Stored items –
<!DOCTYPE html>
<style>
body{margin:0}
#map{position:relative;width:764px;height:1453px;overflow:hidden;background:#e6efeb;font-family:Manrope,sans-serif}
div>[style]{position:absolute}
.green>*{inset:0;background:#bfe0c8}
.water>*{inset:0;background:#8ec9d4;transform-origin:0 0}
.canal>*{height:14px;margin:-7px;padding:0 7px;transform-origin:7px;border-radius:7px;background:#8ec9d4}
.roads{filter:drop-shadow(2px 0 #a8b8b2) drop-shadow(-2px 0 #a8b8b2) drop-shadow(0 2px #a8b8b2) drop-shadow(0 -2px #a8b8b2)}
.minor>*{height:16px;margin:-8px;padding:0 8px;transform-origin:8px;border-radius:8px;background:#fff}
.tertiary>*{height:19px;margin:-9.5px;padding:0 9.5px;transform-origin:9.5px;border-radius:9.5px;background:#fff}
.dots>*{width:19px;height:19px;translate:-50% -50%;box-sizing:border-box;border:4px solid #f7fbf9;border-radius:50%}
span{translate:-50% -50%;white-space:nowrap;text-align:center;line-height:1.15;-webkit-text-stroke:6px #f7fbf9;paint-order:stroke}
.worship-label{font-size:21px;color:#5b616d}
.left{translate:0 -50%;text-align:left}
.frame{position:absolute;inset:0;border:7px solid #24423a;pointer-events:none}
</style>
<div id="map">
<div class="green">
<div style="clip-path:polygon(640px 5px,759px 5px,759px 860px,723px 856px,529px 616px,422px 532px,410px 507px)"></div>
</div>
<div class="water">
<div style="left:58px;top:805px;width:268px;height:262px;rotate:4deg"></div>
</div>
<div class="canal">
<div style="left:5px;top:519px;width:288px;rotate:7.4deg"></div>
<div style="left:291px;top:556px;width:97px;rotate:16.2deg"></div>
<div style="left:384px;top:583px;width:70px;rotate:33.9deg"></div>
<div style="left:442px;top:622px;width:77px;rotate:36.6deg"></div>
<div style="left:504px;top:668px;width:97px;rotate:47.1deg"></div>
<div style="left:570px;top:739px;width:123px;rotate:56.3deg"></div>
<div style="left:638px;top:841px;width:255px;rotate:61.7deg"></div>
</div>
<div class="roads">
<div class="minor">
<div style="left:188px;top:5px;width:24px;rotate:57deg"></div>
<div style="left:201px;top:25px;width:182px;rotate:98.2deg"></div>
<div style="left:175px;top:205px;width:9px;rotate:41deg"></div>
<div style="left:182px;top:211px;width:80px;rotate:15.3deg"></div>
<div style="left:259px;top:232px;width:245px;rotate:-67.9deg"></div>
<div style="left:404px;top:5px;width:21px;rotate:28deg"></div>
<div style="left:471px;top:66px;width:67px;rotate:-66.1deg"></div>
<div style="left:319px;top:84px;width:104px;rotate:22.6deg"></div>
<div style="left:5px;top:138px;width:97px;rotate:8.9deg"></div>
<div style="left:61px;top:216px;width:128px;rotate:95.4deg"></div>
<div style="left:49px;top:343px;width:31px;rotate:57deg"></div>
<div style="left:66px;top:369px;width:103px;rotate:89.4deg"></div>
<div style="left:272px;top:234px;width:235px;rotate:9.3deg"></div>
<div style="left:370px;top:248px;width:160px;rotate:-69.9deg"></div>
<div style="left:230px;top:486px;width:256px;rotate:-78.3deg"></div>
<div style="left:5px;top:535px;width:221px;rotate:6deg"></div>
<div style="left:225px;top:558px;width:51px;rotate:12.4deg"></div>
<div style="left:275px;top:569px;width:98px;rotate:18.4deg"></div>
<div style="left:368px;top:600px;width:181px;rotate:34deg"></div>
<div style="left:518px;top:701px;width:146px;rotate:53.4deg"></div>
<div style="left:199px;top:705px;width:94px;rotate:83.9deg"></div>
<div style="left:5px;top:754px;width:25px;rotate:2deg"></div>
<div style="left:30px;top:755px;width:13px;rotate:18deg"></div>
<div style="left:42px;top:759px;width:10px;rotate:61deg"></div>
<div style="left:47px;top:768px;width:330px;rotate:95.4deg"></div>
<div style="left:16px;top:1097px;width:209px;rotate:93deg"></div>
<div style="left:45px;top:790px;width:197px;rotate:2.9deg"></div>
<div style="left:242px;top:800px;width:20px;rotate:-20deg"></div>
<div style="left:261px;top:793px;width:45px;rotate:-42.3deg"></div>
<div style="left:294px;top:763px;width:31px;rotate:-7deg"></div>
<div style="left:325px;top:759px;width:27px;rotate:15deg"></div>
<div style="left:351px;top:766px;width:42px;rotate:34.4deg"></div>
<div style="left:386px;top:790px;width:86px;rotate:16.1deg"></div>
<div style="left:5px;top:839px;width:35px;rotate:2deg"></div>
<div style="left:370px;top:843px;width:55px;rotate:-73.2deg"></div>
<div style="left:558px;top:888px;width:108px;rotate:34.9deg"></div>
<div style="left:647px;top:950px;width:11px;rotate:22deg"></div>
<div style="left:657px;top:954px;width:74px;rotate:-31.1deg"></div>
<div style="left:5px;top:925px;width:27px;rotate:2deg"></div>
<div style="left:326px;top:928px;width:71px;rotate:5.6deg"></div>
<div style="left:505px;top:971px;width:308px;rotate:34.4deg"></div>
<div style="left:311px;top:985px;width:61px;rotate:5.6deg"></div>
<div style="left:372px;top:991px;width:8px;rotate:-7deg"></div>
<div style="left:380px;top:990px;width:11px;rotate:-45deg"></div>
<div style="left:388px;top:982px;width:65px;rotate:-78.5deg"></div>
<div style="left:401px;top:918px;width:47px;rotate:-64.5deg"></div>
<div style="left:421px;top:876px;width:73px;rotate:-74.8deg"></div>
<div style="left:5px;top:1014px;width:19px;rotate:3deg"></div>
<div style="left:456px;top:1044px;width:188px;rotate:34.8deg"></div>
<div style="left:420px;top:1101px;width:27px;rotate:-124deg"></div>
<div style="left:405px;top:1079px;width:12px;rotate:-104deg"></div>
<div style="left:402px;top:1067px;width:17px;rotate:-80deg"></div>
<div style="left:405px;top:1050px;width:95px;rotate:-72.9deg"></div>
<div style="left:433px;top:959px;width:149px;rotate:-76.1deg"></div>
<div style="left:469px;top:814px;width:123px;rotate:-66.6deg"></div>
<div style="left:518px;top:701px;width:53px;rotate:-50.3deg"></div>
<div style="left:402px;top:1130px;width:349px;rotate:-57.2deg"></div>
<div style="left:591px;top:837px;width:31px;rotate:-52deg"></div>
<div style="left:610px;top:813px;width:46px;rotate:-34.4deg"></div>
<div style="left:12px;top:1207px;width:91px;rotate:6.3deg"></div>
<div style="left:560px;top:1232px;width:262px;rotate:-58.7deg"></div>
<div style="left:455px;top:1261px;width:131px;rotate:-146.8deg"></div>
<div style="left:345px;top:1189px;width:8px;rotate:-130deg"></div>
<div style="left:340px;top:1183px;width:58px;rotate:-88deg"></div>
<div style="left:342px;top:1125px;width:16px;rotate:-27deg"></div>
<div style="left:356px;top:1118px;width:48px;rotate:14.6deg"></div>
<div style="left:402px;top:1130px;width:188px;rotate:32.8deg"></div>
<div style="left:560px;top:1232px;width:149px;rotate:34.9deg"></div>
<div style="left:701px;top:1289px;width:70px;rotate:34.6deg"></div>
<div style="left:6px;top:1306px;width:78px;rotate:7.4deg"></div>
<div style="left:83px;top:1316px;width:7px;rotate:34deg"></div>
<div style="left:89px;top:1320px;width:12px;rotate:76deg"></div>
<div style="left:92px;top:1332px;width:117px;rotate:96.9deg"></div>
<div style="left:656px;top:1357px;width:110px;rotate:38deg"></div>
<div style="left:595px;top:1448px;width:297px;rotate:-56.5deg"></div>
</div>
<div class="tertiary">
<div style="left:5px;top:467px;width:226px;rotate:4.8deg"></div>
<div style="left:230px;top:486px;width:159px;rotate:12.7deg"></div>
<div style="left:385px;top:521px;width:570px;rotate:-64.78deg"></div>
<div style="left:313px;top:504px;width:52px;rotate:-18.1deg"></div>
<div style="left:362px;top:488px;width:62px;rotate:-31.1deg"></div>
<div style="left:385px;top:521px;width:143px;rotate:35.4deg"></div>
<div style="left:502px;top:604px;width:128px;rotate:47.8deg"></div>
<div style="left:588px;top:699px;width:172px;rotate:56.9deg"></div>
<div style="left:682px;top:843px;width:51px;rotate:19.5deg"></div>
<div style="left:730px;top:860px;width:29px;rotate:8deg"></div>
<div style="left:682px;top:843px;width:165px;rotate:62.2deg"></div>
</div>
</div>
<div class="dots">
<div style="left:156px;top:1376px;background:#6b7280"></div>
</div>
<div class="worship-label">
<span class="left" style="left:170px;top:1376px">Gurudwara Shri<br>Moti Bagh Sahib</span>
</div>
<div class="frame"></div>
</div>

Exercise –
Each line of the records that contains the string "water" must be copied.

Solution to the exercise –
.water>*{inset:0;background:#8ec9d4;transform-origin:0 0}
<div class="water">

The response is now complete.